G-quadruplex DNAzyme-based Hg2+ and cysteine sensors utilizing Hg2+-mediated oligonucleotide switching

A simple and sensitive colorimetric Hg2+ detection method is reported, based on the Hg2+-mediated structural switch of an unlabeled oligonucleotide strand. In the absence of Hg2+, the oligonucleotide strand forms a stem-loop. A G-rich sequence in the strand is partially caged in the stem-loop structure and cannot fold into a G-quadruplex. In the presence of Hg2+, T–Hg2+–T coordination chemistry leads to the formation of another stem-loop structure and the release of the G-rich sequence. The released sequence folds into a G-quadruplex, which binds hemin to form catalytically active G-quadruplex DNAzymes. This is detected as an absorbance increase in a H2O2–2,2′-azinobis(3-ethylbenzothiozoline)-6-sulfonic acid (ABTS) reaction system using UV–vis absorption spectroscopy. This simple colorimetric sensor can detect aqueous Hg2+ at concentrations as low as 9.2 nM with high selectivity. Based on the strong binding interaction between Hg2+ and the sulfur-containing amino acid cysteine (Cys), and the competition between Cys and a oligonucleotide for Hg2+, the proposed Hg2+-sensing system can be further exploited as a Cys-sensing method. The method has a detection limit for Cys of 19 nM.
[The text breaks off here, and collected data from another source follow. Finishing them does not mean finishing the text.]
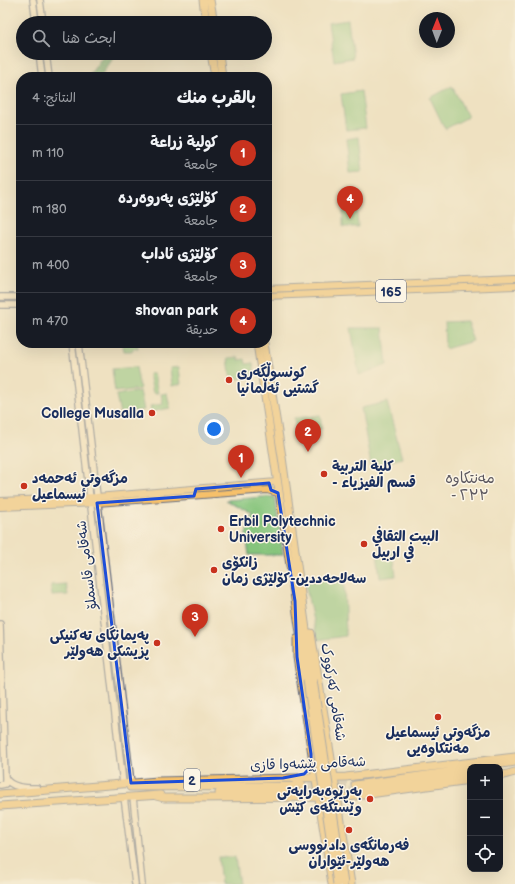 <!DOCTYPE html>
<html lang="ar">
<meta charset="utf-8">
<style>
:root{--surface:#171b24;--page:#20242c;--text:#f1f3f6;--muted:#9ea1a6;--line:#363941;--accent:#c8321e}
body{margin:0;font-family:"Balsamiq Sans","Playpen Sans Arabic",sans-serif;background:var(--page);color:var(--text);direction:rtl}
.controls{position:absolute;right:12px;bottom:12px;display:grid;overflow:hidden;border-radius:8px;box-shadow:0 4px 16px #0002}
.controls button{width:36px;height:36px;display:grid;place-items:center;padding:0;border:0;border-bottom:1px solid var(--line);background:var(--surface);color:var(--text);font:20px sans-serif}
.compass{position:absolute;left:419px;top:12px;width:36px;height:36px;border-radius:50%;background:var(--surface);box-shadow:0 4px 16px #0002;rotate:1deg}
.you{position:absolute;left:214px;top:429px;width:14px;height:14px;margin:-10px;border:3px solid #fff;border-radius:50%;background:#1a73e8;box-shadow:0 0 0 6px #1a73e833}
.badge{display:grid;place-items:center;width:26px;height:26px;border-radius:50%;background:var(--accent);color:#fff;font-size:13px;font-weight:700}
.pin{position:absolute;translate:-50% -33px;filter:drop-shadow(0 1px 2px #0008)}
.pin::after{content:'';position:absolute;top:21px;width:14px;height:12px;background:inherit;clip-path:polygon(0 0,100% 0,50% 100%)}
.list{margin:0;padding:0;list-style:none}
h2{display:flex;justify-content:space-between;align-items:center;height:52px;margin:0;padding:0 16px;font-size:17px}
h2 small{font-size:13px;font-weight:400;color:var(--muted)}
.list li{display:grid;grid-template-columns:26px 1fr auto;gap:12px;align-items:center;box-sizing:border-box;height:56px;padding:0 16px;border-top:1px solid var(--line)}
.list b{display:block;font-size:15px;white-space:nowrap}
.list p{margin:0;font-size:13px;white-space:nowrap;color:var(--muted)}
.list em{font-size:13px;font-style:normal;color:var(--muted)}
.icon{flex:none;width:22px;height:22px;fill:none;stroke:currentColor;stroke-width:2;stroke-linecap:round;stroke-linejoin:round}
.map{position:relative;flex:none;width:515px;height:884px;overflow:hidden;direction:ltr}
.search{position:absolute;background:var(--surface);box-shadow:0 4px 16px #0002;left:16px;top:16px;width:256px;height:44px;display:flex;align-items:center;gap:10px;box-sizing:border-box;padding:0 14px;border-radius:22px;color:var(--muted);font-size:15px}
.panel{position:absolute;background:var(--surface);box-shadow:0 4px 16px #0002;left:16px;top:72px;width:256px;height:276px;border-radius:16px;direction:rtl}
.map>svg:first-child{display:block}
.green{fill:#86c47b;stroke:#507a6c}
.forest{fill:#6caa6b;stroke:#446c64}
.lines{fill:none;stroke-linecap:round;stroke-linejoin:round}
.highway-tunnel{stroke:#c5bdad;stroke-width:7;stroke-dasharray:7 3.5;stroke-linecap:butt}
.secondary-casing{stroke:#656d81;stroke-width:8}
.primary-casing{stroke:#656d81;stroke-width:8}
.highway-casing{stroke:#656d81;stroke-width:9}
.secondary{stroke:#fbe6c4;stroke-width:5.5}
.primary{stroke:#f6c06b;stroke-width:6}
.highway{stroke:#f6c06b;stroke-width:7}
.highway-bridge-casing{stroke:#656d81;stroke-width:9;stroke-linecap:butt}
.highway-bridge{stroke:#f6c06b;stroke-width:7}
.marked{fill:none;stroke:#1d4ed8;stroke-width:3;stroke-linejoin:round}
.poi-dot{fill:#c8321e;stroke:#fcf5e5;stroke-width:1.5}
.labels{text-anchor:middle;stroke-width:3;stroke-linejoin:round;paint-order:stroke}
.shield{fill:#fcf5e5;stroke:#5e6a86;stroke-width:1}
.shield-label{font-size:13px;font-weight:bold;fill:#1b2f5e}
.poi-label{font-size:14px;font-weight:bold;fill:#1b2f5e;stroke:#fcf5e5;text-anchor:start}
.street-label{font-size:14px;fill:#1b2f5e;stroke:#fcf5e5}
.neighbourhood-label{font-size:15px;fill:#5d5960;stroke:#fcf5e5}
</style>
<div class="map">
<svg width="515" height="884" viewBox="0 0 515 884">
<rect width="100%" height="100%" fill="#fcf5e5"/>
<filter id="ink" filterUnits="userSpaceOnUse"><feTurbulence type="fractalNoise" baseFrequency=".025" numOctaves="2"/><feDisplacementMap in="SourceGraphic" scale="8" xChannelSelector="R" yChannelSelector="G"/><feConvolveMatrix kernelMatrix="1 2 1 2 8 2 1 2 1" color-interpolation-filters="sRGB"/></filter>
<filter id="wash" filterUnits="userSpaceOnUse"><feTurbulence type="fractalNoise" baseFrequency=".012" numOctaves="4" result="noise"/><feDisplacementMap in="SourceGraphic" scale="16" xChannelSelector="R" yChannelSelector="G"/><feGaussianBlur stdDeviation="0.9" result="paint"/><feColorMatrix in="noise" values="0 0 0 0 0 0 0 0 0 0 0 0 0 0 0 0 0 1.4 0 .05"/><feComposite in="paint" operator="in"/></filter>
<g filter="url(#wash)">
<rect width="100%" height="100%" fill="#efe1c1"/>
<path class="green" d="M348,20L353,58L334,61L328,23Z
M452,86L468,117L445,129L430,98Z
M361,91L366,128L346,130L341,94Z
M359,137L363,172L350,173L346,139Z
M343,211H357L358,227H343Z
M466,321L473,341L445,349L444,322Z
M351,328H383L387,365L359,375Z
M124,343H137L138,348L133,349V351H124L123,346Z
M239,357V360L245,359L246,364L253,363L255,376L231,380L228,358Z
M136,367L140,389L115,392L112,369Z
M179,367L181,384L172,386L170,368Z
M154,373L158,393H153L149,374Z
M140,391L144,410L120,414L116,395Z
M167,393L170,408L151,412L150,406L163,404L161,394Z
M387,402L402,458L371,466L361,408Z
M320,415L322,429L296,432L294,418Z
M263,497H275L283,555H249L246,534L253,515L226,500Z
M393,550L396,576L380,578L377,552Z
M323,579L344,582L346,636L317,640L305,583Z
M66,584L68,595L52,596L51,585Z
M218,857H235L239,884H221Z"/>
<path class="forest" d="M105,53H117L100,77H88Z"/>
</g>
<g filter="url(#ink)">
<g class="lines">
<path class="highway-tunnel" d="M298,786L355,785
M297,792L356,790"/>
<g class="secondary-casing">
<path id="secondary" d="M33,0L36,23
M40,0L43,23
M39,53L42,77
M46,53L49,77
M0,297H21
M0,305H21
M72,343L123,784
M79,343L131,783
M0,624L5,777C10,788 26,788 37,788
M0,785L5,784V779
M124,797L135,884
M133,797L142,884"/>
</g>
<g class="primary-casing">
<path id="primary" d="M267,289L515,279
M267,296L515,286
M0,501L96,497L277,482
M0,507L97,503L267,490L278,493"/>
</g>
<g class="highway-casing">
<path id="highway" d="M203,0L206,23
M210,0L214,23
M211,53L215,77
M219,53L222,77
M257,343L307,680
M264,343L282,457L313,680
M311,633L351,884
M297,639V657L332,884
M483,767L515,762
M500,776L515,772
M294,779L300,782L304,788L301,794L294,797
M355,785L470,769
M130,787L296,786
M356,790L467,776
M219,793L296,792
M0,794L158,781L346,777L515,757
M156,796L164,798H189L348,797L470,780
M0,806L160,795"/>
</g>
<use href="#secondary" class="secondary"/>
<use href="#primary" class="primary"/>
<use href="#highway" class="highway"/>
<g class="highway-bridge-casing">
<path id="highway-bridge" d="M307,680L337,884
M313,680L344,884"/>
</g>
<use href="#highway-bridge" class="highway-bridge"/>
</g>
</g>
<path d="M0 0H515V884H0ZM269,483L271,490L278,493L295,601L297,657L311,754V767L304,774L283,778L131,783L97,503L194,496L196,489Z" fill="#efe1c1" fill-opacity=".55" fill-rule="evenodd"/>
<path class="marked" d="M269,483L271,490L278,493L295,601L297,657L311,754V767L304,774L283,778L131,783L97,503L194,496L196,489Z"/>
<g class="poi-dot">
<circle cx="229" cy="380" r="4"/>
<circle cx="152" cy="413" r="4"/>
<circle cx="324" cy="474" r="4"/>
<circle cx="24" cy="486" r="4"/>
<circle cx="221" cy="529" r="4"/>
<circle cx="364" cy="544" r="4"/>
<circle cx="214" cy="570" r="4"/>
<circle cx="157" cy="643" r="4"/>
<circle cx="438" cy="717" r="4"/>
<circle cx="370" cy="799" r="4"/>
<circle cx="349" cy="830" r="4"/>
</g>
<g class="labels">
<g class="shield">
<rect x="376" y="280" width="30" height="22" rx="3"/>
<rect x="184" y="769" width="16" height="22" rx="3"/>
</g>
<g class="shield-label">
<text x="391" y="296">165</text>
<text x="192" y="785">2</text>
</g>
<g class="poi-label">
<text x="237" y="377">کونسوڵگەری<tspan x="237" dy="16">گشتیی ئەڵمانیا</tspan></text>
<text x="144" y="418" text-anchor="end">College Musalla</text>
<text x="332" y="471">كلية التربية<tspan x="332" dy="16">- قسم الفيزياء</tspan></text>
<text x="32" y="483">مزگەوتی ئەحمەد<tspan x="32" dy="16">ئیسماعیل</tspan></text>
<text x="229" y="526">Erbil Polytechnic<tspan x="229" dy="16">University</tspan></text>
<text x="372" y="541">البيت الثقافي<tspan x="372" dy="16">في اربيل</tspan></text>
<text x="222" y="567">زانکۆی<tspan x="222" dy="16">سەلاحەددین-کۆلێژی زمان</tspan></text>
<text x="149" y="640" text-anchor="end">پەیمانگای تەکنیکی<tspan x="149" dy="16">پزیشکی هەولێر</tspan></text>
<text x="438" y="737" text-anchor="middle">مزگەوتی ئیسماعیل<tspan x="438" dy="16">مەنتکاوەیی</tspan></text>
<text x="362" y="796" text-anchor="end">بەڕێوەبەرایەتی<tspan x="362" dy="16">وێستگەی کێش</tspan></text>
<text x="349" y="850" text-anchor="middle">فه‌رمانگه‌ی دادنووسی<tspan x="349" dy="16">هه‌ولێر-ئێواران</tspan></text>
</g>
<g class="street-label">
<text transform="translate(86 565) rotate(-97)" y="5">شەقامی قاسملۆ</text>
<text transform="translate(334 692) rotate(81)" y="5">شەقامی کەرکووک</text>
<text transform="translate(308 763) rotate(-2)" y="5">شەقامی پێشەوا قازی</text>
</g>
<g class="neighbourhood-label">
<text x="470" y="483">مەنتکاوە<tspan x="470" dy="17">- ٢٣٣</tspan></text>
</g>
</g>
</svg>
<div class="controls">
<button>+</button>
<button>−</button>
<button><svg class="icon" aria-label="locate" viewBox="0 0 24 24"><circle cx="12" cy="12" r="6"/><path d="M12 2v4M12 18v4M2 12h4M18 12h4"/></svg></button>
</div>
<svg class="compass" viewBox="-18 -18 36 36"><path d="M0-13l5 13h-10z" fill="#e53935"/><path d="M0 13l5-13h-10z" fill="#9ea1a6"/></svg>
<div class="you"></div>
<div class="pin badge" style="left:241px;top:478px">1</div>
<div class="pin badge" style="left:308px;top:452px">2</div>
<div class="pin badge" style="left:195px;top:637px">3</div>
<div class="pin badge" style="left:350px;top:219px">4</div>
<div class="search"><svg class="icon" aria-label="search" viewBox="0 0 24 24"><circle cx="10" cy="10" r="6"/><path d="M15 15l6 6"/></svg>ابحث هنا</div>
<section class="panel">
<h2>بالقرب منك<small>النتائج: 4</small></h2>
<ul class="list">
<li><span class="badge">1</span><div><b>كولية زراعة</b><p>جامعة</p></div><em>110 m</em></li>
<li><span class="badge">2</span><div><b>کۆلێژی پەروەردە</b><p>جامعة</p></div><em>180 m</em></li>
<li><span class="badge">3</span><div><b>کۆلێژی ئاداب</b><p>جامعة</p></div><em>400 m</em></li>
<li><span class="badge">4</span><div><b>shovan park</b><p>حديقة</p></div><em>470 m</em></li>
</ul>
</section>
</div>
• We design a simple and sensitive Hg2+ detection method based on G-quadruplex DNAzyme.
• The Hg2+ detection method only uses an unlabeled oligonucleotide.
• The method can detect aqueous Hg2+ at concentrations as low as 9.2 nM with high selectivity.
• The Hg2+-sensing system can be further exploited as a Cysteine-sensing method.